To be fair, Seinfeld himself has expressed skepticism about fearmongering over cancel culture. When Weiss asked him about a new censoriousness, he shook his head, adding that it’s “not a real thing.” And like Vance, he has adjusted his material to suit the time, although his observational humor rarely required dramatic change. When he repeated a set from 1982 on one of David Letterman’s last late-night shows in 2015, he trimmed a fat joke, telling the host that the topic was more taboo now.

But it’s hard to imagine Seinfeld doing what Vance did. Not only does she appear on a college campus to answer for the offensive jokes, but she also apologizes and invites feedback. Would a comic her age really listen and take her lumps at a public forum? The comedian apology is a much mocked form, one that tends to get picked apart and invite much criticism. This is sort of the fairy tale version where not only does she not center herself, but her actions result in a New Yorker profile that celebrates her. And then this dust-up leads a television network to give her a talk-show host job. I imagine Hasan Minhaj got a grim laugh from this plotline.

The typical cancel culture narrative involves hysterical outrage and an artist in anger and despair. But this one is a model of measured criticism and reasonable accountability. If it strains credibility, it goes down easier because of the complexity of the performance from Smart, who always refuses to make the sentimental choice. What she makes clear is that while Vance evolves, it’s usually when it also benefits her professionally. She might be apologizing because she feels regret, or because she badly wants to get the late-night job. Smart’s portrait allows for both motivations at once.

In the superb season finale, we are reminded that what hasn’t changed is that Vance’s first priority is her career. She has the kind of dogged ruthlessness that a woman emerging in the sexist comedy scene of the 1970s and ’80s would need.

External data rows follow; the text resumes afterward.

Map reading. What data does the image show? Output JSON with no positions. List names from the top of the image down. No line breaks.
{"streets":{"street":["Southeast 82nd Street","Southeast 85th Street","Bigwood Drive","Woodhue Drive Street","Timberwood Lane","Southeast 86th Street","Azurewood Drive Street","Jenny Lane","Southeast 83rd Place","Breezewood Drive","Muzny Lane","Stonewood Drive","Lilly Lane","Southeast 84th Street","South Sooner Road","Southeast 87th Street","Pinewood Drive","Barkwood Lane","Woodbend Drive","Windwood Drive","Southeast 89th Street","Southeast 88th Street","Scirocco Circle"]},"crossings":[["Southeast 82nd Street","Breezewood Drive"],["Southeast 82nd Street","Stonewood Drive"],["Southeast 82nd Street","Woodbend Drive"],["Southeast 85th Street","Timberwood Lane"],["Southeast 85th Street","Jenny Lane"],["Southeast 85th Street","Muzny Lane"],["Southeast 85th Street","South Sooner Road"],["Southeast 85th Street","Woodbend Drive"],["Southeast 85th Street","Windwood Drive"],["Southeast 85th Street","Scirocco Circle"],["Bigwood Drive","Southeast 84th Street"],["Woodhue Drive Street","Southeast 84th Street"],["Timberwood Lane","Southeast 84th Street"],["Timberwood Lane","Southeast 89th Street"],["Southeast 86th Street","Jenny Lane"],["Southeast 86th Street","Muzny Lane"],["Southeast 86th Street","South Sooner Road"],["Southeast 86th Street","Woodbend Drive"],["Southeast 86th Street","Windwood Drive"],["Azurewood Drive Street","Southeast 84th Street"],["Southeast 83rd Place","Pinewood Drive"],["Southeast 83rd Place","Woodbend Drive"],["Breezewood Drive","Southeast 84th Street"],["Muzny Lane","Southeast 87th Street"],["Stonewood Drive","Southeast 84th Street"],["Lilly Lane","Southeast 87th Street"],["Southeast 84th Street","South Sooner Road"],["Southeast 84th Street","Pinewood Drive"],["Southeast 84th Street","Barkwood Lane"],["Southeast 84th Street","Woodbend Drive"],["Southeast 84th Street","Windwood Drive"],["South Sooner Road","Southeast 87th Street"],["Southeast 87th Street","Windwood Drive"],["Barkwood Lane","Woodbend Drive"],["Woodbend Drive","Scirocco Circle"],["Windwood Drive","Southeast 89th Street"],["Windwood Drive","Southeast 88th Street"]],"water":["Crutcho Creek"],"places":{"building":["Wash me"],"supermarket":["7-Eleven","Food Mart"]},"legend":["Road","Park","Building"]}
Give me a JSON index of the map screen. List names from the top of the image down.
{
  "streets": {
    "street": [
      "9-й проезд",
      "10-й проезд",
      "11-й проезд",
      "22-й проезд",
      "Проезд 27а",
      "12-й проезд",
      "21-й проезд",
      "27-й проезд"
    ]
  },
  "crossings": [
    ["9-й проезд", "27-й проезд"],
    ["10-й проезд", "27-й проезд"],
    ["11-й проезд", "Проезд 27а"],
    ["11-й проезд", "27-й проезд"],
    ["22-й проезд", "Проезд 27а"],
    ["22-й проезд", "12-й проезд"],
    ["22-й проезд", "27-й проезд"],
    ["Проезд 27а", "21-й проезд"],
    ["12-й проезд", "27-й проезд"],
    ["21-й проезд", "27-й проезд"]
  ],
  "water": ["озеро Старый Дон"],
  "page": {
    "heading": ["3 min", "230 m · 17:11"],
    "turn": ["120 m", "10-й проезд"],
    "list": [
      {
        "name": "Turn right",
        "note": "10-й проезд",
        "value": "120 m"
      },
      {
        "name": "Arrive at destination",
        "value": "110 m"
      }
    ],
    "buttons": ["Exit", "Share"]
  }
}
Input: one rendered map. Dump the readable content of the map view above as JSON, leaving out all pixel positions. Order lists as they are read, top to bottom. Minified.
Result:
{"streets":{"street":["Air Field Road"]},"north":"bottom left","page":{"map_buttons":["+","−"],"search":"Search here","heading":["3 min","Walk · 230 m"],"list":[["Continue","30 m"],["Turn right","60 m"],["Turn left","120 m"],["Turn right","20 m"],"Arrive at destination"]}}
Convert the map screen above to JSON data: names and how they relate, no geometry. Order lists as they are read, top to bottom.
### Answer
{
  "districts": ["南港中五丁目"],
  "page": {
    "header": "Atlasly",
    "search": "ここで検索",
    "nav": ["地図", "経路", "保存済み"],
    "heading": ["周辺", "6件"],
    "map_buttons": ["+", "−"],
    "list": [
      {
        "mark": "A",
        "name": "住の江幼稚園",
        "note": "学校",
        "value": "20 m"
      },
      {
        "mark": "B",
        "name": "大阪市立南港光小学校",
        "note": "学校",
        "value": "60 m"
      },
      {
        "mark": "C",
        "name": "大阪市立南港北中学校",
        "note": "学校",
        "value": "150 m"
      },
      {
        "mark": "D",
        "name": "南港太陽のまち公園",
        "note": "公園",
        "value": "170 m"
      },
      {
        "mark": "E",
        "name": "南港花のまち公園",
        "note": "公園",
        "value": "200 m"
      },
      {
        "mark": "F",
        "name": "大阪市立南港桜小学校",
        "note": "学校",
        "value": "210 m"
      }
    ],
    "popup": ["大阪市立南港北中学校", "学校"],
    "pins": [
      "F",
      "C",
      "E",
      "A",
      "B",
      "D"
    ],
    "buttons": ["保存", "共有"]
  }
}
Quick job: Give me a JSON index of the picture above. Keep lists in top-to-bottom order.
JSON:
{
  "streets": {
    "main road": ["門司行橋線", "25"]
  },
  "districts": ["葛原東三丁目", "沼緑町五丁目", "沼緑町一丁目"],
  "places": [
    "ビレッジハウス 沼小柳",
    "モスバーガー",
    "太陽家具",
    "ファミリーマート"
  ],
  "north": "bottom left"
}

The challenge for aging comedians is how to give their fans what they want while changing with the times. That’s harder than it looks. And in some of the best scenes of the season, when Deborah and Ava get stuck in the woods, she explains that one reason to get plastic surgery is to make her body match how she thinks of herself. “I don’t feel my age,” she says. “Then I look in the mirror and don’t recognize myself.”

There’s a poignancy in this confession, but also a hardheaded aspect. A performer must change but not too much. Or as Vance puts it when Ava says she redoes her face a lot: “I don’t redo. I refresh.”